<<<<

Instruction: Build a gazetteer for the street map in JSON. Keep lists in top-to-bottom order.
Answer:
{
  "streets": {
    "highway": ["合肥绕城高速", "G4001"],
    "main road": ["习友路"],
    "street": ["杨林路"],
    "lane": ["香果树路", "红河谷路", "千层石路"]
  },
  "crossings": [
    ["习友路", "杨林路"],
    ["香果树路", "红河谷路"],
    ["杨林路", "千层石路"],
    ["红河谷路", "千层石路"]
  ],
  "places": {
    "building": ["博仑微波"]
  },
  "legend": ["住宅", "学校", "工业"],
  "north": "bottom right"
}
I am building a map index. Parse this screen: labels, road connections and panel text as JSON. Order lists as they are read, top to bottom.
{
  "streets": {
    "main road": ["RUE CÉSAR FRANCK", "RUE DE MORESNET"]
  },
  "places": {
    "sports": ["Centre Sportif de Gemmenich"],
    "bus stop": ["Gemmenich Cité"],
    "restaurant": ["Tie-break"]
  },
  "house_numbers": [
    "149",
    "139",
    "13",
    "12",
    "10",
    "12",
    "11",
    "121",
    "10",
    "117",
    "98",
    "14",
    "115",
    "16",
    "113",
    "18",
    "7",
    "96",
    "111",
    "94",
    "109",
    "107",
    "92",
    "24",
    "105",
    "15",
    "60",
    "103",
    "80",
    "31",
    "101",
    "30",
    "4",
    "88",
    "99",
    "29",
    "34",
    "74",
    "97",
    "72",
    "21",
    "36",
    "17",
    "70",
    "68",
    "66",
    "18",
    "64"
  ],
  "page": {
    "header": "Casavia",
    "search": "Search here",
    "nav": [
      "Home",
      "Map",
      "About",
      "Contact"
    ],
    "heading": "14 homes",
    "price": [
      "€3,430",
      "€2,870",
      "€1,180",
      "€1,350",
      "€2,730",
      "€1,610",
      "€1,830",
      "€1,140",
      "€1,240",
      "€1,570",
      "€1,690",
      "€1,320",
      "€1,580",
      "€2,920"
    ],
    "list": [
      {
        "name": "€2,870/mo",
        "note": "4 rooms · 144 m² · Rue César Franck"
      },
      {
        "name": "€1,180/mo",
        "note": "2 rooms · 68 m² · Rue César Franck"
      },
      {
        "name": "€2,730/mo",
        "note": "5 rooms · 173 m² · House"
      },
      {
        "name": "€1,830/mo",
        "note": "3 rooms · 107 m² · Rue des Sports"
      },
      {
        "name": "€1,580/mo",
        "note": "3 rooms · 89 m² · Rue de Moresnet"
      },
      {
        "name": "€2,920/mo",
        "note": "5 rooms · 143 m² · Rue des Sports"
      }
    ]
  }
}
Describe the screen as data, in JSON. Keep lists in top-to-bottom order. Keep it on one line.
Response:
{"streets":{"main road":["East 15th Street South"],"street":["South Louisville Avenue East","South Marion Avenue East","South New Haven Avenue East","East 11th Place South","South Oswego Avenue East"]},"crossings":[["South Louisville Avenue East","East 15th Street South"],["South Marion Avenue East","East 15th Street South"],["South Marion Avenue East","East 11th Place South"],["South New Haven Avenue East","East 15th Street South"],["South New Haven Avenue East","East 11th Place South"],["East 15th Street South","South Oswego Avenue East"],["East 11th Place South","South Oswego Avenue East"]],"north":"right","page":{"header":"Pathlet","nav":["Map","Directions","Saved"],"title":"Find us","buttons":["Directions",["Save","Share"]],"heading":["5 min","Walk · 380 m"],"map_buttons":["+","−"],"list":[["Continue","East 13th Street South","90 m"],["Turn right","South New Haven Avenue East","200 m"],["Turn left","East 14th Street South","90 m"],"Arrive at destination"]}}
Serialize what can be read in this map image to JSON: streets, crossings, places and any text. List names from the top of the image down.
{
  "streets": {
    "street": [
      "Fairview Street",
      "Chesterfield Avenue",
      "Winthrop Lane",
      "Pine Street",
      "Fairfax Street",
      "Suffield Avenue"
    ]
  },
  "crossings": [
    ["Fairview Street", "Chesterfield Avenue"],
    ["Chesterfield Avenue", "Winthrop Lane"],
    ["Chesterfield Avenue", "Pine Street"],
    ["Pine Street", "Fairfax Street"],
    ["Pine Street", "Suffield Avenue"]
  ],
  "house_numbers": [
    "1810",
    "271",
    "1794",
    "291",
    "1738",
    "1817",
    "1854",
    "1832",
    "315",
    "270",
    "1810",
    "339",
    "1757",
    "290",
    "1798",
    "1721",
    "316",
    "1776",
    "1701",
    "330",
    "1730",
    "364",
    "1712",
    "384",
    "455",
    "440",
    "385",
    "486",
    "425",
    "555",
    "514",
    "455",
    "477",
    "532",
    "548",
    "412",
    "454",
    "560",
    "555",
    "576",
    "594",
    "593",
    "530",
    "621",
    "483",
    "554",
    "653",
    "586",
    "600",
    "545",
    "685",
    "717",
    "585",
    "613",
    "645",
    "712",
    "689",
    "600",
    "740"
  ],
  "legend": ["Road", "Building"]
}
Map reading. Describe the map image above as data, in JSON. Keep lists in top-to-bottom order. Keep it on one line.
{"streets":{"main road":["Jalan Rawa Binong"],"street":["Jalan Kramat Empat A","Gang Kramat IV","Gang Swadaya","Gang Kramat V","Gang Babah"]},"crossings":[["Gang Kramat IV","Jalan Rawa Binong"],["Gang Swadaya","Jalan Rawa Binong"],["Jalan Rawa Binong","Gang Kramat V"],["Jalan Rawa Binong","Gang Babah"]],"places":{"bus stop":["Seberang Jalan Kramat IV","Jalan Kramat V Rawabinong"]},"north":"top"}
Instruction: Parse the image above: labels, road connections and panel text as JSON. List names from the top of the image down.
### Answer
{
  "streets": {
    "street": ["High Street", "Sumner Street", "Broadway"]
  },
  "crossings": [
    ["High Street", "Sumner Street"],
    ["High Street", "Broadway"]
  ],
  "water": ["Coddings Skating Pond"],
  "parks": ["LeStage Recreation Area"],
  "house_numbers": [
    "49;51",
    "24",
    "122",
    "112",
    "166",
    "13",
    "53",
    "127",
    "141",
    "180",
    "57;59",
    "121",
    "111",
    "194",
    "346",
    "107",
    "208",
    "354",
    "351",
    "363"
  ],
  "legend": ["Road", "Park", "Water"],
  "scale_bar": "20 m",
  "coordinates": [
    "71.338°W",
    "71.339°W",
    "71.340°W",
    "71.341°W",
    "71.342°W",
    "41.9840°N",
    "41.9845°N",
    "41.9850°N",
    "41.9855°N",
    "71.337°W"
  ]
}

>>>>

> Exercise: Check each line of the records above for "Winthrop", and copy those that have it.

> Finished task:
      "Winthrop Lane",
    ["Chesterfield Avenue", "Winthrop Lane"],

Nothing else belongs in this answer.